Defendant also tendered an instruction on reckless conduct. Reckless conduct consists of endangering the bodily safety of an individual and performing recklessly acts which endanger the other's safety, whether those acts are lawful or not. (Ill. Rev. Stat. 1979, ch. 38, par. 12-5.) This lesser offense requires proof of an element, reckless performance of an act, which is not charged in the information. "The fact that these additional elements may have been seen in the facts in this case is not determinative of the question." (People v. Thompson (1977), 55 Ill. App.3d 795, 798.) All the elements of the offense of reckless conduct were not included in the charge, and so defendant was not entitled to an instruction on reckless conduct as a lesser included offense.

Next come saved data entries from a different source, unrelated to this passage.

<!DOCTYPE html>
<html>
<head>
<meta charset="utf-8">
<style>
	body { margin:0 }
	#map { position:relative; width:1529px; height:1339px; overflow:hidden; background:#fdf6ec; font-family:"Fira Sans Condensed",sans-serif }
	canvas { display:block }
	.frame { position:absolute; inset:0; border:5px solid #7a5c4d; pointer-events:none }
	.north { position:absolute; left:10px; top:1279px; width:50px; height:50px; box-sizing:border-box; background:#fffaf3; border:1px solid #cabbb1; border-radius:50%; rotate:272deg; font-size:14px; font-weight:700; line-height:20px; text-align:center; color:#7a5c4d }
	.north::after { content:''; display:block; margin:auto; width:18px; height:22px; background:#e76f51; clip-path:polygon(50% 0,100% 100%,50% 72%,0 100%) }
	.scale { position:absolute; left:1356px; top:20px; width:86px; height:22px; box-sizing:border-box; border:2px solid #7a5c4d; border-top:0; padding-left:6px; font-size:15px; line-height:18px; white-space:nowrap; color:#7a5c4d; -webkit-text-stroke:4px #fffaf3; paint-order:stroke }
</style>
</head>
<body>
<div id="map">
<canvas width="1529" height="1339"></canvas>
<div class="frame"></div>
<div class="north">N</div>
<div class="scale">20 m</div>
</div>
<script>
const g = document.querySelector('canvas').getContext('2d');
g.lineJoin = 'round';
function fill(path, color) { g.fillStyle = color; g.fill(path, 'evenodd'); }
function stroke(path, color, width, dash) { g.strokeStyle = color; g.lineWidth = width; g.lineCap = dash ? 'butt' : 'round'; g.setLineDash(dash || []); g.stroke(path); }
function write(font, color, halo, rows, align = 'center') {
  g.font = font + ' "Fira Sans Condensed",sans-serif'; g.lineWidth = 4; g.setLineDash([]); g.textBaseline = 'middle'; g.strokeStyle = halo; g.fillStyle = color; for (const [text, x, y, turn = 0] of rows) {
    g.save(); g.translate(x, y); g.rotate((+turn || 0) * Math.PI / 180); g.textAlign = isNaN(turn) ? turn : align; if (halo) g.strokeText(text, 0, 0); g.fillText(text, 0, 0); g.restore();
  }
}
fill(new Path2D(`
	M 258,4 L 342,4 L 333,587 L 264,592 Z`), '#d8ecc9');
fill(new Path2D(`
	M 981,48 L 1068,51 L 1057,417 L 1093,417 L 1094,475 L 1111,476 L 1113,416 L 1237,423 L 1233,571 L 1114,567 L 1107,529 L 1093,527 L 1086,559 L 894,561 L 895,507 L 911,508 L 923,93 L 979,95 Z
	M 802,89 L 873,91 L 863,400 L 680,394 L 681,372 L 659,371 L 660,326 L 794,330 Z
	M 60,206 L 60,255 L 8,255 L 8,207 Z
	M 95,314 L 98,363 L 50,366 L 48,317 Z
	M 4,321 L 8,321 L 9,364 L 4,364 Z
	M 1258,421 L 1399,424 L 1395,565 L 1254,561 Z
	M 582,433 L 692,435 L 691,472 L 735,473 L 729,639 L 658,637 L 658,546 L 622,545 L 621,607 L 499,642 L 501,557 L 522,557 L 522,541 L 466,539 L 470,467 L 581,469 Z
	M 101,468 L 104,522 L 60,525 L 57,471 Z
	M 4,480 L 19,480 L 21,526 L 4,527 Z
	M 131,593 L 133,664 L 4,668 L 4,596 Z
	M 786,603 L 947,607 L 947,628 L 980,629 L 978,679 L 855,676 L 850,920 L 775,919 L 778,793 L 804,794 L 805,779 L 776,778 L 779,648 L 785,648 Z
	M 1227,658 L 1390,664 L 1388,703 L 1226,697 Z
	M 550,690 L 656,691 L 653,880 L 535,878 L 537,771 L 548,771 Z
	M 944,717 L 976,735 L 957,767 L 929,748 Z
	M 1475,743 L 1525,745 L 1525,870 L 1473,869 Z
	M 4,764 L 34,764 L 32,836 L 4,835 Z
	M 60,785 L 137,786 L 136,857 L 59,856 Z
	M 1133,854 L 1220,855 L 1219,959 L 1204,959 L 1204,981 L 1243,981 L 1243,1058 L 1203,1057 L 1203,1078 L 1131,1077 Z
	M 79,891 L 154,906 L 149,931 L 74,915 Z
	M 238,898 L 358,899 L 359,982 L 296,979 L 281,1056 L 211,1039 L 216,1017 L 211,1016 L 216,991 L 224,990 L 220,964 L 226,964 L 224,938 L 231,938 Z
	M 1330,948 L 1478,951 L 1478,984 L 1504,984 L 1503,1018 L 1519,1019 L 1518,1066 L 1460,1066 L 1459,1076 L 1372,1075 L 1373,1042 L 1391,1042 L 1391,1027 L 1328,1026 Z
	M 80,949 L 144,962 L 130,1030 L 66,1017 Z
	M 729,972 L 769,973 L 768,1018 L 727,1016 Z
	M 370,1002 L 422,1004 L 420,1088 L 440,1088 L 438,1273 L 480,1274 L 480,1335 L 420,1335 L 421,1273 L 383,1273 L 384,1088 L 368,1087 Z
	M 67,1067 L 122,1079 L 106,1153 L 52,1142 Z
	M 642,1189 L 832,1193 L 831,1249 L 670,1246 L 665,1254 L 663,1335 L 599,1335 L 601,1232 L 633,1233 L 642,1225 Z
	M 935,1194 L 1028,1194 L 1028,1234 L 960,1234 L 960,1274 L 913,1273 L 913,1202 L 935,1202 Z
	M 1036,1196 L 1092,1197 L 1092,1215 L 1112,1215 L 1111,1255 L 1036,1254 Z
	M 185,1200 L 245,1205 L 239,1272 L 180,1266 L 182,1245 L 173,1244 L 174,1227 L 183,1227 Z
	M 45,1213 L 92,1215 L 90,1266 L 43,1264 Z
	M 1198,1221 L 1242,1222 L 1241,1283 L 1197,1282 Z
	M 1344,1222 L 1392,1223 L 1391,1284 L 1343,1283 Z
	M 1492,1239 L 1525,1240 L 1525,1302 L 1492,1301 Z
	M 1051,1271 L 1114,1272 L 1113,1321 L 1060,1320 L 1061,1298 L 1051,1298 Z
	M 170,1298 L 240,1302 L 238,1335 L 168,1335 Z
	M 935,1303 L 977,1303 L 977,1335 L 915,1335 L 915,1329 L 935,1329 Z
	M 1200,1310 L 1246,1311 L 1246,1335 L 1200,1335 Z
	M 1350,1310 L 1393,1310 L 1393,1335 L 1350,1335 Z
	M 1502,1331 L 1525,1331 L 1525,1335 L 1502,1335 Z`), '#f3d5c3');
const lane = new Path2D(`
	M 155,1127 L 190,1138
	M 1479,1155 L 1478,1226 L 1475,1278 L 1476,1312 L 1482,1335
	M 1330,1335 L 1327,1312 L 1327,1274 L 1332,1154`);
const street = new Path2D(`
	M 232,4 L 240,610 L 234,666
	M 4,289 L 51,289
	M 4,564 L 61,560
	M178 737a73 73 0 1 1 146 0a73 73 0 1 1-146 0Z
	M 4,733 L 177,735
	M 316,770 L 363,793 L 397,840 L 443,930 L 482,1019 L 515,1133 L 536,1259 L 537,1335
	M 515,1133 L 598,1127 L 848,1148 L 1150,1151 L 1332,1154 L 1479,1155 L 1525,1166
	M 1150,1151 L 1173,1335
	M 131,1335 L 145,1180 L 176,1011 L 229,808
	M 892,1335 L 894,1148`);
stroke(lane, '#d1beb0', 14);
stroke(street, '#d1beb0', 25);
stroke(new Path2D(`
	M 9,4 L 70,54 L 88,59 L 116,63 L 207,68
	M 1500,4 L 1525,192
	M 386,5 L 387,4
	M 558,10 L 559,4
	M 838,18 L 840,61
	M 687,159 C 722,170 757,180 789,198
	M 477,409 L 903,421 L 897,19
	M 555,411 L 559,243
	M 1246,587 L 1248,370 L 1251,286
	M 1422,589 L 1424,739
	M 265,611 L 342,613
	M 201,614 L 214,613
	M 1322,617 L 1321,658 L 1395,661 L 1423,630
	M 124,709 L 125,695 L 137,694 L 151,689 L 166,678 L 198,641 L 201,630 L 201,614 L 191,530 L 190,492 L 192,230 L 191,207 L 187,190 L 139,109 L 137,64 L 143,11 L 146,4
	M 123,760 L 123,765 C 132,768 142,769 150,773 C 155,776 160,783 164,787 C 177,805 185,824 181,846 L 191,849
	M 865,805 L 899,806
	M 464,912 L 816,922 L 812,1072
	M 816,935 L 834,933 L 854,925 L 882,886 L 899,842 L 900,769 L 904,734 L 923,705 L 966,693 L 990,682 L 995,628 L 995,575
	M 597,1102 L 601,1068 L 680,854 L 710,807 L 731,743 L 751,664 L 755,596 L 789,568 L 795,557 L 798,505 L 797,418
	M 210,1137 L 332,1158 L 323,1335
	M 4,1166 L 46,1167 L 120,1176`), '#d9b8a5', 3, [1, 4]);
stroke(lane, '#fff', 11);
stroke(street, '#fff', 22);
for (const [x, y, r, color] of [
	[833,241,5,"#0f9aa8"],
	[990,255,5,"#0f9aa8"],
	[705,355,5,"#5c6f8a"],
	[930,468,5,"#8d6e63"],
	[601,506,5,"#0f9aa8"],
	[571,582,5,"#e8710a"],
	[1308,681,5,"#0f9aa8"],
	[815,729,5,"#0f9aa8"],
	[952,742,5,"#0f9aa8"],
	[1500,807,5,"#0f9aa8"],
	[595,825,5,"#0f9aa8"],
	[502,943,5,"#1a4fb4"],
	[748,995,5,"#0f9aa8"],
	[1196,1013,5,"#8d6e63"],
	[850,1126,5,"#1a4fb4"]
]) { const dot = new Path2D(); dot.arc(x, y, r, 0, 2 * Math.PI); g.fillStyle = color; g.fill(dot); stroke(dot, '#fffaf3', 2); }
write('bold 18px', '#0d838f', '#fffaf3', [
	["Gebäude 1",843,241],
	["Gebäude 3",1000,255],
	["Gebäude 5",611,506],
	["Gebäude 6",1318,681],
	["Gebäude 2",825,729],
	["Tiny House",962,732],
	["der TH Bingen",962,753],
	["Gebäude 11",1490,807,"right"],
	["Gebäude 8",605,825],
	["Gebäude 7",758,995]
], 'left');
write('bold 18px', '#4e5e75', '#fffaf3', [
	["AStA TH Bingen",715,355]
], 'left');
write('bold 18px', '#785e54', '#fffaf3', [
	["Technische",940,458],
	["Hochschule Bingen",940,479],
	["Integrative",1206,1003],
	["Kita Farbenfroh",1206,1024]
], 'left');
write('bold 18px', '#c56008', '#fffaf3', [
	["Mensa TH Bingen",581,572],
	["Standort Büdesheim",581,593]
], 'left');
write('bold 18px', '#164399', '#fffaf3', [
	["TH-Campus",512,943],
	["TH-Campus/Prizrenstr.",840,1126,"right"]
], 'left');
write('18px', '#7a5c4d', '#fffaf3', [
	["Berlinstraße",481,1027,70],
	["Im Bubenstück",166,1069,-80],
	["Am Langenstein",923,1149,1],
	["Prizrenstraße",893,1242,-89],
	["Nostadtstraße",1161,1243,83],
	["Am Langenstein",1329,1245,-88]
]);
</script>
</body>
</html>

Defendant argues that regardless of whether aggravated assault and reckless conduct were included offenses of the offense charged, the evidence at trial would have permitted a jury rationally to find defendant guilty of the lesser offenses and acquit him of the greater, and, consequently, instruction on the lesser offenses would have accorded him the full benefit of the reasonable-doubt standard.

• 4 Defendant argues that the supreme court's statement in Cramer, "We intimate no view here upon whether the evidence as adduced at trial could support a defendant's tendered instruction where the terms of the indictment could not" (85 Ill.2d 92, 98), indicates that this question has been left open for us to rule upon and that we can choose to rule that an offense need not be included in the charged offense in order to be instructed upon. The matter is not open for our consideration. Our supreme court has stated many times prior to its decision in Cramer that when conduct is violative of more than one statute and each statute requires different proof for conviction it is for the State, not the defendant, to choose under which statute defendant will be prosecuted. (People v. Henderson (1978), 71 Ill.2d 53, 373 N.E.2d 1338; People v. Brooks (1976), 65 Ill.2d 343, 357 N.E.2d 1169; People v. Gordon (1976), 64 Ill.2d 166, 355 N.E.2d 3.) "No defendant has an absolute right to pick and choose his prosecution and his punishment." (People v. Simpson (1978), 57 Ill. App.3d 442, 449, 373 N.E.2d 809 aff'd (1978), 74 Ill.2d 497.) To allow the consideration of other issues into the trial process by instructing on offenses which are not included in the offense charged would infringe upon the State's discretion to prosecute a defendant for a particular offense. Such a practice would give a defendant a role in the picking and choosing of his prosecution. It has long been recognized that one may not be convicted of an unindicted offense which is not a lesser-included of the offense for which he is charged. (People v. Hobson (1979), 77 Ill. App.3d 22, 28, 396 N.E.2d 53; People v. Thompson; People v. Rainbolt (1977), 52 Ill. App.3d 374, 367 N.E.2d 293.) The trial court properly refused to instruct the jury on offenses which were not included in the crime charged.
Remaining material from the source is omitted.